→ **Directions for this task**
After reading the data below, copy out every line that contains the word "value".

####################

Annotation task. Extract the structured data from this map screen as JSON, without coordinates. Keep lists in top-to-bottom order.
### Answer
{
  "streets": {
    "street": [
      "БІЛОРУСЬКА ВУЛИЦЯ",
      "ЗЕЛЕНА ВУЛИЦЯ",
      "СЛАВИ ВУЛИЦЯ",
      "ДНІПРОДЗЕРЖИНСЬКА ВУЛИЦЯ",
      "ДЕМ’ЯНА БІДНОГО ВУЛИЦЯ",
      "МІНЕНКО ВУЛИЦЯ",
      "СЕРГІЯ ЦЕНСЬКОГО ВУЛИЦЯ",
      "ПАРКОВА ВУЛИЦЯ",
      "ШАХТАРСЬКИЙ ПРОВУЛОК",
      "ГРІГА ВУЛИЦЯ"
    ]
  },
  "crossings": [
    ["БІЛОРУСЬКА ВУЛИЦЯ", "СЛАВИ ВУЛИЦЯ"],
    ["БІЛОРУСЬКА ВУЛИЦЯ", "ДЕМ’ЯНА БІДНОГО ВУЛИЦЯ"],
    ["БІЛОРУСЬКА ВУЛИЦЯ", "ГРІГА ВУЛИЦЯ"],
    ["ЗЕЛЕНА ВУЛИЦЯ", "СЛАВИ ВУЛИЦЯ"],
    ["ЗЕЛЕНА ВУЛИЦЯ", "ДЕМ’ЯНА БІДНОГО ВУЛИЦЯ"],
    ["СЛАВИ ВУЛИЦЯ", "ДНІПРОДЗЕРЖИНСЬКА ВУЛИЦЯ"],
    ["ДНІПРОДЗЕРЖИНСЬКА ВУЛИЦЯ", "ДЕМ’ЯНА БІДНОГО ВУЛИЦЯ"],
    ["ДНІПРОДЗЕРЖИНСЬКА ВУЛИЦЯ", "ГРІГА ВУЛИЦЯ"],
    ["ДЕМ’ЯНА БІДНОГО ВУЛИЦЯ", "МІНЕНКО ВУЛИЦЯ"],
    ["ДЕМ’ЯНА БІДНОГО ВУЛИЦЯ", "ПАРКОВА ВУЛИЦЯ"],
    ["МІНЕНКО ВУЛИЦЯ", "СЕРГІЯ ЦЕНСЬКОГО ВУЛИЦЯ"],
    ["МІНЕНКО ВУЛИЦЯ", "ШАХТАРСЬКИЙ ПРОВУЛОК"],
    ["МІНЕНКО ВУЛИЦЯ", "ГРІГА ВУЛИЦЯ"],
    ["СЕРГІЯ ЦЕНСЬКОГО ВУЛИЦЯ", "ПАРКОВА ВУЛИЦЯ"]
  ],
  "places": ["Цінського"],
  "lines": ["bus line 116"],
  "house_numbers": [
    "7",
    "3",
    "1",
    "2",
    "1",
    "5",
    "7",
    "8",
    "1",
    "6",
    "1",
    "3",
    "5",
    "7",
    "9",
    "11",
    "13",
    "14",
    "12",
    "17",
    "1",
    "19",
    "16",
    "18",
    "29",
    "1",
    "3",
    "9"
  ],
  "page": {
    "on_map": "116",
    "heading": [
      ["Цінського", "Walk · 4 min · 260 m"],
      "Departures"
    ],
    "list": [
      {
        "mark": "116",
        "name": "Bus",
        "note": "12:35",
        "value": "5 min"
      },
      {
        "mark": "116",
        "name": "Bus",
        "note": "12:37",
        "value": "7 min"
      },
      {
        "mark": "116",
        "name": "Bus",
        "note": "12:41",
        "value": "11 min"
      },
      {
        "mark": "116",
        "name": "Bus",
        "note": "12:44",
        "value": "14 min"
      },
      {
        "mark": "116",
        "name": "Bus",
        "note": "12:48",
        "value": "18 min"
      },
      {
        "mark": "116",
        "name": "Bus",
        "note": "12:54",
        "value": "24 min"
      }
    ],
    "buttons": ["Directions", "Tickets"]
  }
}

####################

→ **Exercise answer**
        "value": "5 min"
        "value": "7 min"
        "value": "11 min"
        "value": "14 min"
        "value": "18 min"
        "value": "24 min"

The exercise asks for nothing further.